It’s the second installment of my gift-giving guide!
This section has similar rules to my previous guide:
You’ll notice PlayStation games come up a lot on this list. That’s because a) PlayStation consoles are popular on both sides of the Pacifics, b) a lot are available on multiple platforms, and c) Nintendo games tend to be more AAA titles. There are a lot of other possibilities out there from Ni no Kuni to Dragon Ball Xenoverse to Yo-kai Watch, but my personal caveats eliminated a lot of choices. Darn me.
Once again I have included the MSRP as well as sample prices at popular stores. You may be able to get the price lower with coupons, but be sure to factor in any shipping costs.
Odin Sphere actually a spiritual successor to an unreleased-in-English game, but close enough. Although Odin Sphere did make the Greatest Hits line when it was originally released on PS2, it’s still an action RPG that many haven’t tried. Play as five different protagonists — each with their own storyline and playstyle — to piece together all the mysteries. The Storybook Edition (pictured above) is stunning.
There are a lot of visual novels (and visual novel-adventure game blends), but if you want to pick one, why not choose the brand-new Root Letter? It’s almost certainly going to get lost in the midst of Pokemon Sun/Moon and Final Fantasy XV, so I think a lot of people will miss this game. Set in Japan, the protagonist receives a long-lost letter from his pen pal saying she has committed murder.
This one was on the verge of breaking a few of my caveats, but it’s so good that it deserves a mention. The DS version, which is playable on 3DS and 2DS systems, is hard to find, but you can still track it down. Neku awakens in Shibuya’s busy Scramble Crossing and finds himself in a mysterious “game”. The World Ends With You incorporates a lot of Japanese culture, and I like how you can make the game easier or more difficult.
Ever hear about people complaining that games today are too easy? Well, meet Natural Doctrine, a game described as in the “hardcore strategy” genre. A love-it-or-hate-it game for many players, but I give the developers credit for coming up with a game where you can’t bash X mindlessly.
Again, there are a lot of anime-related items out there: figures, towels, plushies, cups, cards, and so much more! But if you want to give something Japanese-inspired, here are some ideas:
You are probably able to find Japanese food like pocky and ramen at your local store, but plenty of sites have gift basket-like assortments of Japanese snacks. There’s a variety pack to meet any size budget, and it’s a good way for your friend/family member to practice reading the packaging.

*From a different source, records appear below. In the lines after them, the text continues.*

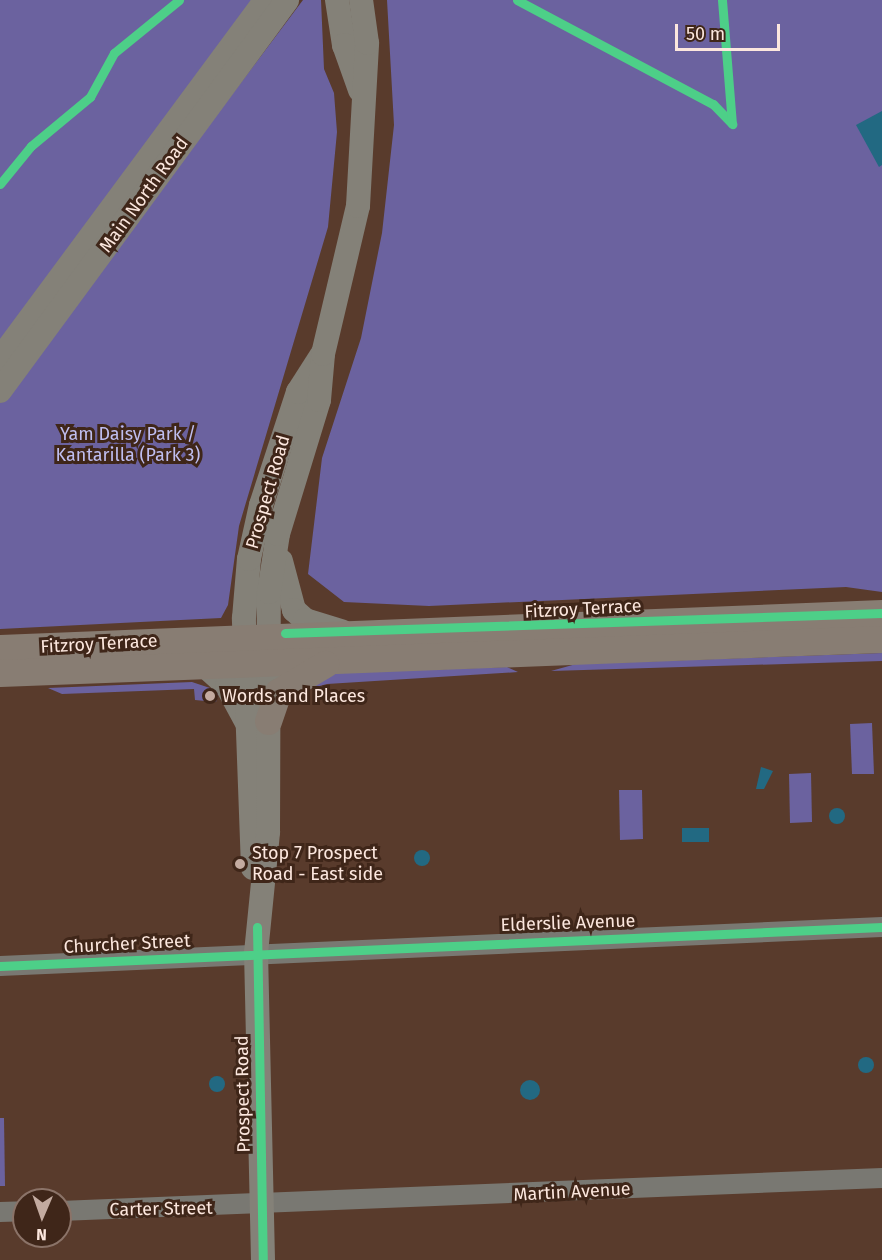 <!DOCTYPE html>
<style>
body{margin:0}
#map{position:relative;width:882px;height:1260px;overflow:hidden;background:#593b2c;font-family:"Fira Sans",sans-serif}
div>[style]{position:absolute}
.green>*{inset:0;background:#6b629f}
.water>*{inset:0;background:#226982}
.round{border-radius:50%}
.minor>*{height:20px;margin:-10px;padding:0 10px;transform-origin:10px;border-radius:10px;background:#797872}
.major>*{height:24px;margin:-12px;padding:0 12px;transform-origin:12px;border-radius:12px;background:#848178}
.highway>*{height:27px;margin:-13.5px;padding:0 13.5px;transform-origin:13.5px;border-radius:13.5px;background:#887d73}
.cycleway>*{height:9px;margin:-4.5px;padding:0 4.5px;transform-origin:4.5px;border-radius:4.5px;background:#4dcf88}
.dots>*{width:16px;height:16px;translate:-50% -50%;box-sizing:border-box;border:3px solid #3f2619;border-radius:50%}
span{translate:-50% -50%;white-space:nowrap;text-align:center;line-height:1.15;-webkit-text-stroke:6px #3f2619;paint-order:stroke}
.street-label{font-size:18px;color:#fce7de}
.park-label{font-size:18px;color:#bfbef0}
.poi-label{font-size:18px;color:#fce7de}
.left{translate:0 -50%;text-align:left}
.north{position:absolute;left:12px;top:1188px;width:60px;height:60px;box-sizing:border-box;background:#3f2619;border:2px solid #8b7368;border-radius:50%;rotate:182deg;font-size:16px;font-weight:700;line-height:24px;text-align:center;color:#fce7de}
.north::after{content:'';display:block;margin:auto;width:21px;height:27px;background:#c3aba0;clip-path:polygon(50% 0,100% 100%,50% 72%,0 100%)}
.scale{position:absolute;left:675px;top:24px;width:105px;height:27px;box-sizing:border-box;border:3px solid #fce7de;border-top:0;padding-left:8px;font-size:18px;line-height:21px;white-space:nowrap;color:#fce7de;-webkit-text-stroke:4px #3f2619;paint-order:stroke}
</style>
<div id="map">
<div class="green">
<div style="clip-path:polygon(0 0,255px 0,0 350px)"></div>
<div style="clip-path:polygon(303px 0,321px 0,324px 69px,334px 93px,337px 132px,328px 227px,239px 526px,228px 605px,221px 618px,0 629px,0 403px)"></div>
<div style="clip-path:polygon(387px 0,882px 0,882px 592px,846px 587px,429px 606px,344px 602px,308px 574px,322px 458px,361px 338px,382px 233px,394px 125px)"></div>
<div style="clip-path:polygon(882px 653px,882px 661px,551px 671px,576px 664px)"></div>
<div style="clip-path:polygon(507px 667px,518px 672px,327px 684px,294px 693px,331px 673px)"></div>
<div style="clip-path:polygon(192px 682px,219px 691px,216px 702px,195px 700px,194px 689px,62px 694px,48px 688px)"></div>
<div style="clip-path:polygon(872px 723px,874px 774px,852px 774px,850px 724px)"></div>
<div style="clip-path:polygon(811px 773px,812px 822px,790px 823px,789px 774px)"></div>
<div style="clip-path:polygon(619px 790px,642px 790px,643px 839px,620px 840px)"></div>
<div style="clip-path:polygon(0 1118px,4px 1118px,5px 1186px,0 1186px)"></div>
</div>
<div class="water">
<div style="clip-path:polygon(882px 111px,882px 165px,879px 167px,856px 125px)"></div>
<div style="clip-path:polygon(761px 767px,773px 771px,764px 789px,756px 789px)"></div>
<div class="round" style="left:829px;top:808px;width:16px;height:16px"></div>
<div style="clip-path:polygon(682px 828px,709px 828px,709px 842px,682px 842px)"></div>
<div class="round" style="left:414px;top:850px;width:16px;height:16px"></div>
<div class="round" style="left:858px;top:1057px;width:16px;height:16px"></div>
<div class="round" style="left:209px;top:1076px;width:16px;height:16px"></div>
<div class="round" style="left:520px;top:1080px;width:20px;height:20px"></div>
</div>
<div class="minor">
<div style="left:0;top:966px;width:883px;rotate:-2.53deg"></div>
<div style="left:60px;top:1211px;width:823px;rotate:-2.3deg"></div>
<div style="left:0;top:1212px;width:24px;rotate:-2deg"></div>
</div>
<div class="major">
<div style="left:337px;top:0;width:46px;rotate:81.2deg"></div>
<div style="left:344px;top:45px;width:48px;rotate:70.4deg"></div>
<div style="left:0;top:359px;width:447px;rotate:-53.5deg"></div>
<div style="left:0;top:391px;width:485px;rotate:-53.7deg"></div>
<div style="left:281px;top:561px;width:51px;rotate:75.1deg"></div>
<div style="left:294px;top:610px;width:15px;rotate:42deg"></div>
<div style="left:305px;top:620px;width:39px;rotate:17deg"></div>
<div style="left:205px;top:666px;width:30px;rotate:42deg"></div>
<div style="left:227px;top:686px;width:42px;rotate:61.6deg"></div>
<div style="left:253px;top:868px;width:250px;rotate:-92.1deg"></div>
<div style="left:244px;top:618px;width:59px;rotate:-85.2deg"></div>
<div style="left:249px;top:559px;width:55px;rotate:-77.5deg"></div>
<div style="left:261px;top:505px;width:119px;rotate:-71.9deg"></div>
<div style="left:298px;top:392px;width:43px;rotate:-57.4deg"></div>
<div style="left:263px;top:1260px;width:307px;rotate:-91.3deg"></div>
<div style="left:256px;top:953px;width:122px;rotate:-84.3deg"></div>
<div style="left:268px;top:832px;width:240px;rotate:-89.8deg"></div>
<div style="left:269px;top:592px;width:59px;rotate:-81.2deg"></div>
<div style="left:278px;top:534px;width:140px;rotate:-73deg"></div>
<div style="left:319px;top:400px;width:46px;rotate:-85deg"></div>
<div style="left:323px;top:354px;width:152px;rotate:-76.7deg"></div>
<div style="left:358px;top:206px;width:163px;rotate:-86.8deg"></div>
<div style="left:367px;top:43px;width:43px;rotate:-97.9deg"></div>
</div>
<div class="highway">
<div style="left:0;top:648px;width:883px;rotate:-2.27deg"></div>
<div style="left:0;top:673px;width:883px;rotate:-2.21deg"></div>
<div style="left:268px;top:721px;width:31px;rotate:-71deg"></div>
<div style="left:278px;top:692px;width:55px;rotate:-30.8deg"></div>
</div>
<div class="cycleway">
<div style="left:517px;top:0;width:222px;rotate:28deg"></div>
<div style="left:713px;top:104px;width:28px;rotate:46deg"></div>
<div style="left:722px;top:0;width:124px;rotate:85.4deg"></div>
<div style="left:0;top:184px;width:49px;rotate:-50.8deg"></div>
<div style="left:31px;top:146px;width:77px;rotate:-39.7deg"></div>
<div style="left:90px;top:97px;width:50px;rotate:-61.4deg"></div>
<div style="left:114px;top:53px;width:84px;rotate:-39.2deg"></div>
<div style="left:285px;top:633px;width:597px;rotate:-1.92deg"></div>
<div style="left:257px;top:927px;width:333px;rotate:89deg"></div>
<div style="left:0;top:966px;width:883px;rotate:-2.53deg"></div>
</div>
<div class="dots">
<div style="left:210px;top:696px;background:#c3aba0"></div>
<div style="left:240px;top:864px;background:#c3aba0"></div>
</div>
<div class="street-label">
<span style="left:144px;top:195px;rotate:-54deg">Main North Road</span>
<span style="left:268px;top:492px;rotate:-74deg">Prospect Road</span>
<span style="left:583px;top:609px;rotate:-3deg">Fitzroy Terrace</span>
<span style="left:99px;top:644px;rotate:-3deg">Fitzroy Terrace</span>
<span style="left:568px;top:923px;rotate:-2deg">Elderslie Avenue</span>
<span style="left:127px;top:944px;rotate:-3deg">Churcher Street</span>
<span style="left:243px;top:1094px;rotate:-91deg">Prospect Road</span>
<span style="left:572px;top:1192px;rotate:-3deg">Martin Avenue</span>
<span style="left:161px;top:1209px;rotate:-1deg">Carter Street</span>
</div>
<div class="park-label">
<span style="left:128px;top:445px">Yam Daisy Park /<br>Kantarilla (Park 3)</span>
</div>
<div class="poi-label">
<span class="left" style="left:222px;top:696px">Words and Places</span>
<span class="left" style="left:252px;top:864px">Stop 7 Prospect<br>Road - East side</span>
</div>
<div class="north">N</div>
<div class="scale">50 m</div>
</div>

Despite this being the digital age, board games are making a comeback. There are quite a few that originated in Japan or are just inspired by Japan. In Tokaido, you travel the East Sea Road connecting Edo (now Tokyo) to Kyoto. The board game is for two to five players (although at least three is recommended), but it’s not very cutthroat or difficult for non-gamers.
Yeah, you could buy one of the many Japanese language learning books out there. A lot of anime and manga incorporate folk tales, so it’s nice to understand all the Momotarou and Kaguya-hime references. In addition, readers can practice their Japanese since all the stories are written in both English and Japanese.
Whether you’re buying for a young person or just young at heart, blocks are always fun. You can build the largest tower possible, study the names of animals, or arrange the hiragana to spell out “welcome”. And hey, it’s made in my state!